6. Another way to consider it is...

If we label the rooms A, B, C,
then the probability that all the students do not choose Room A is $\left(\frac{2}{3}\right)^{12}$

The same probabilities apply to Room B and also to Room C.

However, the probability that all the students avoid A includes the probability that they avoid "C and A" (when they are all in B) and the probability that they avoid "A and B"
(when they are all in C).

Hence, the probability that they all avoid A includes the probability that they are all in B and the probability that they are all in C.
Therefore if we subtract the probabilities of the students all being in 1 room when avoiding a specific room,
we obtain the probability that they are in 2 rooms.

Therefore the probability of at least one empty room is

$3\left[\left(\frac{2}{3}\right)^{12}-2\left(\frac{1}{3}\right)^{12}\right]+3\left(\frac{1}{3}\right)^{12}$

7. Maybe, I should explain my post #4.
This is a classical problem. This one is easy with small numbers.
Consider this one. 12 people are on a lift in a seven story building.
Each person is equally likely (and independently) to exit at any floor. What is the probability that the lift will not stop at least one floor.

Answer: $\desplaystyle 1-\dfrac{\text{Surj}(12,7)}{7^{12}}$

8. Counting the number of ways of choosing 2 of the 3 rooms "by hand" seems laborious.

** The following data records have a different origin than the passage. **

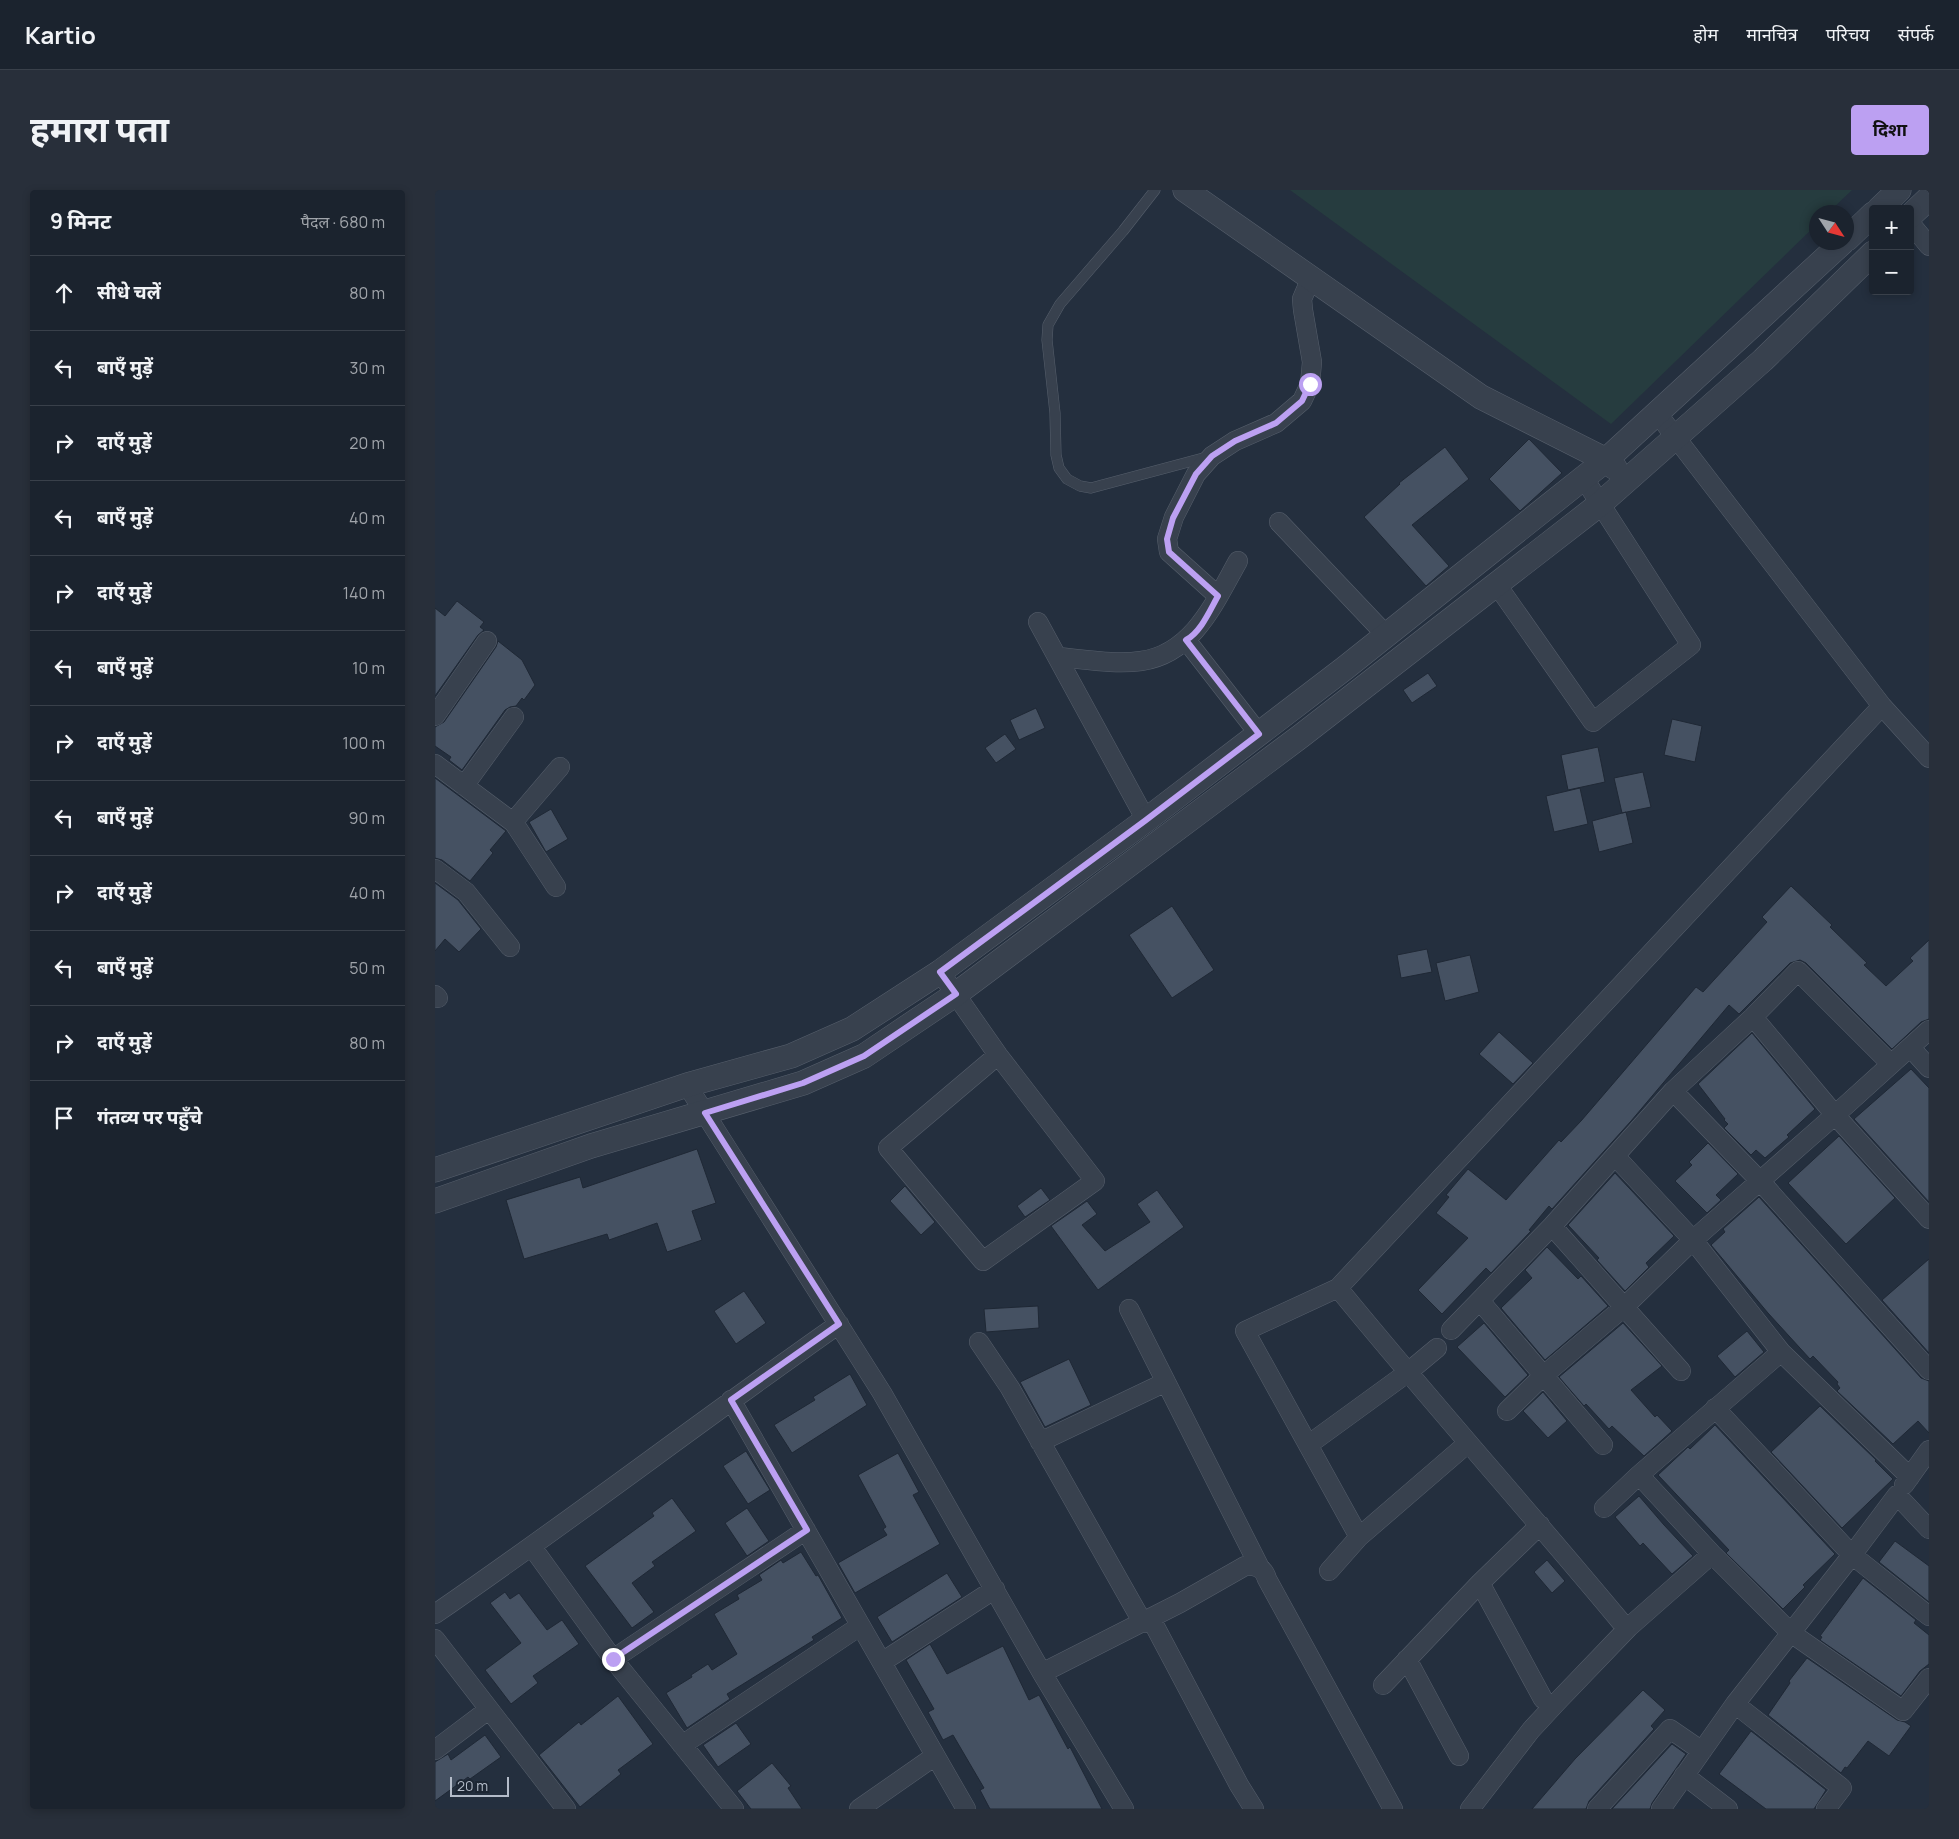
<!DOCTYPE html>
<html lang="hi">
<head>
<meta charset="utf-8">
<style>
  :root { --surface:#1b232e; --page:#282f3a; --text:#f1f3f6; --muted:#a0a4aa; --line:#39404a; --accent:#bca0f2 }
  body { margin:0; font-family:Manrope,"Noto Sans Devanagari",sans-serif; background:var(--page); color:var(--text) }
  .controls { position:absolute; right:15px; top:15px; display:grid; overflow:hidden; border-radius:5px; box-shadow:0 2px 8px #0003 }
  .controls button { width:45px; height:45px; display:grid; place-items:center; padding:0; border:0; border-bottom:1px solid var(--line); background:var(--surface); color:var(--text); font:25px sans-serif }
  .compass { position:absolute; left:1374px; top:15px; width:45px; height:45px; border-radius:50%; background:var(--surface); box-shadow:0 2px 8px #0003; rotate:126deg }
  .scale { position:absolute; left:15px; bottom:12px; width:59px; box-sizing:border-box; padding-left:5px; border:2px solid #b4bcc9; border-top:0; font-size:14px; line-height:18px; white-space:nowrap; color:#b4bcc9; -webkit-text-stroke:4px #1d2633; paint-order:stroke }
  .stop { position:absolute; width:15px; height:15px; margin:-11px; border:4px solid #bca0f2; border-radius:50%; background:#fff }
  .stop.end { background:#bca0f2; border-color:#fff; box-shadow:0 1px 5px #0008 }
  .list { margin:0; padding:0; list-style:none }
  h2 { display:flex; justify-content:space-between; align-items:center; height:65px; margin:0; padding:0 20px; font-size:21px }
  h2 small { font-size:16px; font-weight:400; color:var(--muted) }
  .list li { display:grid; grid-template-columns:32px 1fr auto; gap:15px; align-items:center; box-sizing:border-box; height:75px; padding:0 20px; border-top:1px solid var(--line) }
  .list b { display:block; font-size:19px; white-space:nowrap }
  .list em { font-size:16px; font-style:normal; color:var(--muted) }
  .icon { flex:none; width:28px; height:28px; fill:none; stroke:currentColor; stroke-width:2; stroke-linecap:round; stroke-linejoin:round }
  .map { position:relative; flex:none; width:1494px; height:1619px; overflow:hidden; border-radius:5px }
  header { display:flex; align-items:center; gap:30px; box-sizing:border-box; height:70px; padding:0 25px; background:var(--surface); border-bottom:1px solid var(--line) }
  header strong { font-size:24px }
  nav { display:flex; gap:28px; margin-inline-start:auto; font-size:18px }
  .intro { display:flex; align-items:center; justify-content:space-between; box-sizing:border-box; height:120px; padding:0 30px }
  h1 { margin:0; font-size:35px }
  .button { padding:12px 22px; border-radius:5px; background:var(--accent); color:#111; font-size:18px; font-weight:700 }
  main { display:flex; gap:30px; padding:0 30px }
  aside { flex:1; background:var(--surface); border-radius:5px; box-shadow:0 2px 8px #0003 }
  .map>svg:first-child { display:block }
  .green { fill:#263c3f }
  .building { fill:#455162; stroke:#1f2835 }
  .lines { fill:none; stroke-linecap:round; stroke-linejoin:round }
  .service-casing { stroke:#565f6c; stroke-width:11 }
  .minor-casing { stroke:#565f6c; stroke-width:20 }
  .tertiary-casing { stroke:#565f6c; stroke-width:25 }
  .service { stroke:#38414e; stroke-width:10 }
  .minor { stroke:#38414e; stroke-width:19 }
  .tertiary { stroke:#38414e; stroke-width:24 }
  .route { stroke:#bca0f2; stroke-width:6 }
</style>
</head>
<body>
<header>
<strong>Kartio</strong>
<nav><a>होम</a><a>मानचित्र</a><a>परिचय</a><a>संपर्क</a></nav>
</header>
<div class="intro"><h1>हमारा पता</h1><a class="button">दिशा</a></div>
<main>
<aside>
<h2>9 मिनट<small>पैदल · 680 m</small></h2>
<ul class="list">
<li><svg class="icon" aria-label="ahead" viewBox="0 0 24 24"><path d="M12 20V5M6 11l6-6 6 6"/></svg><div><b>सीधे चलें</b></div><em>80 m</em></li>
<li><svg class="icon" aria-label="left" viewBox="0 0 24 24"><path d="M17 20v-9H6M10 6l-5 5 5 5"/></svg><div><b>बाएँ मुड़ें</b></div><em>30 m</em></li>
<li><svg class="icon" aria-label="right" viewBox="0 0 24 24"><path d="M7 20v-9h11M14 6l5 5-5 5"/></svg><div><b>दाएँ मुड़ें</b></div><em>20 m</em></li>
<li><svg class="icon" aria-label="left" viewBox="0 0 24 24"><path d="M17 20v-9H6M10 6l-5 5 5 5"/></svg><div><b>बाएँ मुड़ें</b></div><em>40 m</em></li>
<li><svg class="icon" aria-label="right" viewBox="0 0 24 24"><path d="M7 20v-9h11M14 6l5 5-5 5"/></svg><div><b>दाएँ मुड़ें</b></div><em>140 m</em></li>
<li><svg class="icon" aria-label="left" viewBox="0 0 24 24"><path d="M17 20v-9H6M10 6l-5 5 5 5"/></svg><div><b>बाएँ मुड़ें</b></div><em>10 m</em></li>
<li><svg class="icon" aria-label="right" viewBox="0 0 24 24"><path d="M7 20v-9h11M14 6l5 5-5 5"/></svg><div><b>दाएँ मुड़ें</b></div><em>100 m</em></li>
<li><svg class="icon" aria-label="left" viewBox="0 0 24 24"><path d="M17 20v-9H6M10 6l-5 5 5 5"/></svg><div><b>बाएँ मुड़ें</b></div><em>90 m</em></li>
<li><svg class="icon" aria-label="right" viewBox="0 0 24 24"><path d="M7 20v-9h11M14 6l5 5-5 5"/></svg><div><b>दाएँ मुड़ें</b></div><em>40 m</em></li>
<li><svg class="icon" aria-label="left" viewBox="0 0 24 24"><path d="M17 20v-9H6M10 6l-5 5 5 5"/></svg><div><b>बाएँ मुड़ें</b></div><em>50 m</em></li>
<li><svg class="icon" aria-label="right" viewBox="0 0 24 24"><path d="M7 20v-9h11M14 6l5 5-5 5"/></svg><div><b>दाएँ मुड़ें</b></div><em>80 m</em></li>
<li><svg class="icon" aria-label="arrive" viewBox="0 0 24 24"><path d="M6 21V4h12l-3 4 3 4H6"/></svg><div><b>गंतव्य पर पहुँचे</b></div></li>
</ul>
</aside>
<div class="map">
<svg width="1494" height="1619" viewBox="0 0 1494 1619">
  <rect width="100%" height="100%" fill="#242f3e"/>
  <path class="green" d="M855,0H1417L1394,22H1382L1381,35L1176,234Z"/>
  <path class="building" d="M1094,249L1127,283L1085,321L1054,289Z
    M1010,257L1034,289L977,335L1014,376L991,396L929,327L965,294L964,293Z
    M22,411L49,432L45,437L49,440L43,445L0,506V418L10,426Z
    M63,451L87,470L100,495L89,510L87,508L81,516L75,517L70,520L27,580L14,570L16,567L0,556V537L9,532L61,457Z
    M993,483L1002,496L977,513L968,500Z
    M601,518L610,538L584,550L575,530Z
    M1237,529L1267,536L1260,572L1229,565Z
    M570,544L581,559L561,573L550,558Z
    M1163,557L1170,592L1133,600L1126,565Z
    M1208,582L1216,617L1187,623L1179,588Z
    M0,588L71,641L55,660L58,663L35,691L7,670L0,668Z
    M1145,598L1153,634L1119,642L1111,606Z
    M116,619L133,649L111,662L94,632Z
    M1191,622L1198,653L1164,662L1157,631Z
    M0,693L23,710L46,739L24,762L10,749L0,761Z
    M1356,696L1397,735L1395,737L1432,773L1429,775L1451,796L1478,771L1475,768L1494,750V829L1486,832L1457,859L1371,773L1365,770L1355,773L1304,824L1294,815L1196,931L1117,1019L1114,1016L1094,1040L1096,1041L1056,1083L1051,1078L1007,1124L983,1100L1033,1048L1001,1023L1014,1007L1011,1005L1033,979L1071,1010L1124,950L1126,952L1146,931L1261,797L1268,802L1332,732L1327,727Z
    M737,716L779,780L737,808L694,745Z
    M992,759L997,782L966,788L962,765Z
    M1035,765L1044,802L1010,811L1001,773Z
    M1064,842L1098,873L1078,894L1044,864Z
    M1317,843L1380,919L1352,945L1354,947L1330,968L1321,960L1316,965L1289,938L1293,934L1289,930L1290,929L1263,894Z
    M1476,879L1494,898V1012L1419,929Z
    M1404,946L1460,1008L1411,1054L1353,993Z
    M1273,953L1303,984L1281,1005L1286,1010L1272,1023L1240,991L1257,975L1254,972Z
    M262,959L281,1013L257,1021L267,1050L232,1062L222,1033L174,1050L172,1044L89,1069L71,1010L145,987L148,998Z
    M1180,983L1239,1046L1211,1073L1214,1077L1190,1101L1162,1070L1164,1068L1133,1035Z
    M470,996L500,1032L486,1045L455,1011Z
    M606,998L615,1010L590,1027L582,1016Z
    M722,1000L749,1037L663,1100L616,1036L652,1011L662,1024L647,1035L670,1061L715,1032L702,1014Z
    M1324,1007L1486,1188L1494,1191V1243L1483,1231L1458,1254L1402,1201L1405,1198L1402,1194L1403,1192L1378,1166L1375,1169L1333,1123L1276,1055L1290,1042L1288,1039Z
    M1112,1057L1143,1089L1146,1086L1173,1116L1110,1170L1066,1118L1097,1088L1090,1080Z
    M1494,1069V1163L1447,1110Z
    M309,1101L331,1133L301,1154L279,1121Z
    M603,1116L604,1138L551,1142L549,1119Z
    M1049,1133L1093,1185L1070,1207L1022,1157Z
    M1188,1133L1227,1176L1196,1200L1220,1227L1222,1225L1237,1241L1209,1266L1177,1236L1174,1239L1151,1214L1149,1216L1124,1187Z
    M1312,1141L1329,1162L1300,1187L1282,1166Z
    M634,1169L656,1215L610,1237L585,1192Z
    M415,1184L432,1215L357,1263L339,1235L380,1210L378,1207Z
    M1108,1202L1132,1231L1113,1248L1088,1221Z
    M1385,1216L1441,1270L1440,1271L1458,1289L1407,1338L1336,1262Z
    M1280,1235L1400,1364L1368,1395L1370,1397L1348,1419L1291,1363L1294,1360L1223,1285L1253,1257L1255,1259Z
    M311,1261L335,1300L313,1314L288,1276Z
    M463,1263L484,1302L478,1305L505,1354L420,1403L403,1373L452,1345L448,1339L451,1337L423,1285Z
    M1204,1306L1229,1335L1258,1366L1237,1384L1208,1353L1205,1356L1180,1327Z
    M237,1308L261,1341L217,1372L220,1376L197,1393L219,1422L197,1438L150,1376L219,1326L217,1323Z
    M312,1318L334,1351L312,1366L290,1333Z
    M1460,1351L1494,1376V1412L1444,1372Z
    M366,1362L381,1386L383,1385L407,1428L377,1447L379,1450L292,1504L295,1509L252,1538L231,1503L257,1487L256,1485L273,1474L277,1480L302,1464L279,1424L304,1409L302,1405L327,1390L324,1385L346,1370L348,1373Z
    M1112,1370L1130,1391L1117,1403L1099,1382Z
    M512,1383L527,1407L457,1452L442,1427Z
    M1428,1388L1481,1430L1479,1433L1494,1445V1474L1485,1481L1466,1506L1385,1450L1387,1447L1385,1446Z
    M70,1402L75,1409L84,1403L112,1440L127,1430L144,1454L98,1486L103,1493L76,1514L50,1480L86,1453L55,1413Z
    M495,1454L512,1484L568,1456L594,1510L604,1505L633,1559L635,1557L667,1619H555L545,1600L549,1598L518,1545L508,1550L493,1522L499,1519L471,1470Z
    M1372,1468L1462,1530L1470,1532L1476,1536L1454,1566L1433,1551L1412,1578L1410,1577L1406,1583L1333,1525L1355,1493L1354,1491Z
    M1208,1500L1230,1520L1216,1536L1219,1539L1154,1611L1151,1619H1097L1140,1569Z
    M183,1506L218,1554L183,1580L186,1584L145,1617L104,1565L144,1532L146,1535Z
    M301,1533L316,1554L283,1577L268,1555Z
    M1316,1541L1391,1600L1379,1619H1331L1284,1584Z
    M50,1545L66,1567L35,1589L33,1587L0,1611V1572L13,1564L16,1570Z
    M1237,1554L1251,1564L1217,1613L1215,1619H1177Z
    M337,1573L356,1596L353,1598L367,1619H316L302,1601Z"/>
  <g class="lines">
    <defs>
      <path id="service" d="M720,0L688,41L625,114L613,135L612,150L620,223L621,265L624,278L632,289L645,296L656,298L772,267"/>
      <path id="minor" d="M1475,33L1494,56
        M1222,223L1447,516L1494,568
        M844,332L951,445
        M1062,395L1158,532L1256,455L1148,287
        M783,406L734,362L732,349L739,327L761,284L777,266L800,251L841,233L867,211L875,194L877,172L868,120L867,109L876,88
        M603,432L711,630
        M751,450L824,544
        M622,467C648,469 680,475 706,471C758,464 780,412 803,371
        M0,526L52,451
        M0,574L79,633L121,697
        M29,596L79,527
        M78,632L125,577
        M0,679L31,702L75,757
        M505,782L563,865L660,991L548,1071L453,958L563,865
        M0,805L3,808
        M1318,827L1400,925L1494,1029
        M1475,857L1494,878
        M252,895L447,1203L607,1483L689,1619
        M1238,901L1325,991L1494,1180
        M1180,966L1258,1050L1346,1162L1475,1287
        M1117,1036L1246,1181
        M903,1098C995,1211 1093,1320 1186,1432
        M1045,1111L1168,1255
        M694,1119L825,1378
        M1016,1140L1117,1036L1238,901L1318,827L1363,781L1456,874
        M544,1152L575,1198L708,1433
        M296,1210L531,1619
        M1280,1218L1417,1365L1494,1426
        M1072,1221L1109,1185L1189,1117L1258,1050L1400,925L1494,840
        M605,1252L731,1192
        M873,1255L972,1183L1002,1158
        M1204,1285L1277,1364L1356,1443L1468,1521L1494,1488
        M1469,1295L1494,1260
        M1169,1318L1204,1285L1346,1162
        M924,1347L810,1141L903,1098L1447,516
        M97,1357L178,1469L299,1619
        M894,1381L924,1347L1033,1253
        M1045,1393L1108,1509
        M0,1424C137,1330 268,1229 404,1134
        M716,1429L804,1595L819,1619
        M0,1449L131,1619
        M178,1469L371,1340
        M972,1469L1024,1566
        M447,1472L560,1399
        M607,1483L745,1413L810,1376C821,1375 829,1378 832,1389L958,1619
        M948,1495L1045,1393L1105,1335
        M1300,1514L1407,1598L1391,1619
        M247,1555L425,1436
        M0,1560L53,1520
        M1249,1585L1293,1619
        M424,1619L500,1566
        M1035,1619L1096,1540L1122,1512L1194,1437L1277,1364
        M1162,1619L1235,1539L1267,1561
        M1226,1619L1300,1514L1417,1365L1462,1305L1494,1339"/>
      <path id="tertiary" d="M750,0L1046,207L1171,270L1180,278
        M1444,19L1464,0
        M1475,26L1494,8
        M1412,49L1438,24
        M0,980L252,895L356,866L417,839L505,782L711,630L910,478L1171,270L1408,52
        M0,1011L156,956L368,893L429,866L521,804L866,546L1165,314L1328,170L1438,63"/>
    </defs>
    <use href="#service" class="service-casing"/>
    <use href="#minor" class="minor-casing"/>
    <use href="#tertiary" class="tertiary-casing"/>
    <use href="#service" class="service"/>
    <use href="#minor" class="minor"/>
    <use href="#tertiary" class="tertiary"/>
  </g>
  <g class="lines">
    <path class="route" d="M178,1469L372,1340L296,1210L404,1134L270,923L368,893L429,866L521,804L505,782L711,630L824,544L751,450C766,442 775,420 783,406L734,362L732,349L738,328L761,284L777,266L800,251L841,233L867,211L875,194"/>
  </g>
</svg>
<div class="controls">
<button>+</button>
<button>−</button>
</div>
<svg class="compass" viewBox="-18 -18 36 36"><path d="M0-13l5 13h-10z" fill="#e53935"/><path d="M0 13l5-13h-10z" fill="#a0a4aa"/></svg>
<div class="scale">20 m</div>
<div class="stop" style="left:875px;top:194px"></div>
<div class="stop end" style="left:178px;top:1469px"></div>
</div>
</main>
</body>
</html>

Labelling the rooms A, B, C.
Suppose we want to avoid room C.

First person chooses Room A with probability 1/3.
Second person chooses Room B with probability 1/3.
The remaining 10 people choose between A and B with probability $\left(\frac{2}{3}\right)^{10}.$

Alternatively, the first person chooses Room B with probability 1/3.
The second person chooses Room A with probability 1/3.
The remaining 10 people choose between A and B with probability $\left(\frac{2}{3}\right)^{10}$

Alternatively, the first and second people both choose Room A and the third person chooses B.
Or, the first and second people choose B and the third chooses A.

Then again.. the first, second and third could choose A, while the fourth chooses B...
and on and on.
That leads to an elongated probability calculation.

9. This is the Coupon Collector's Problem. (It seems to be popular today.)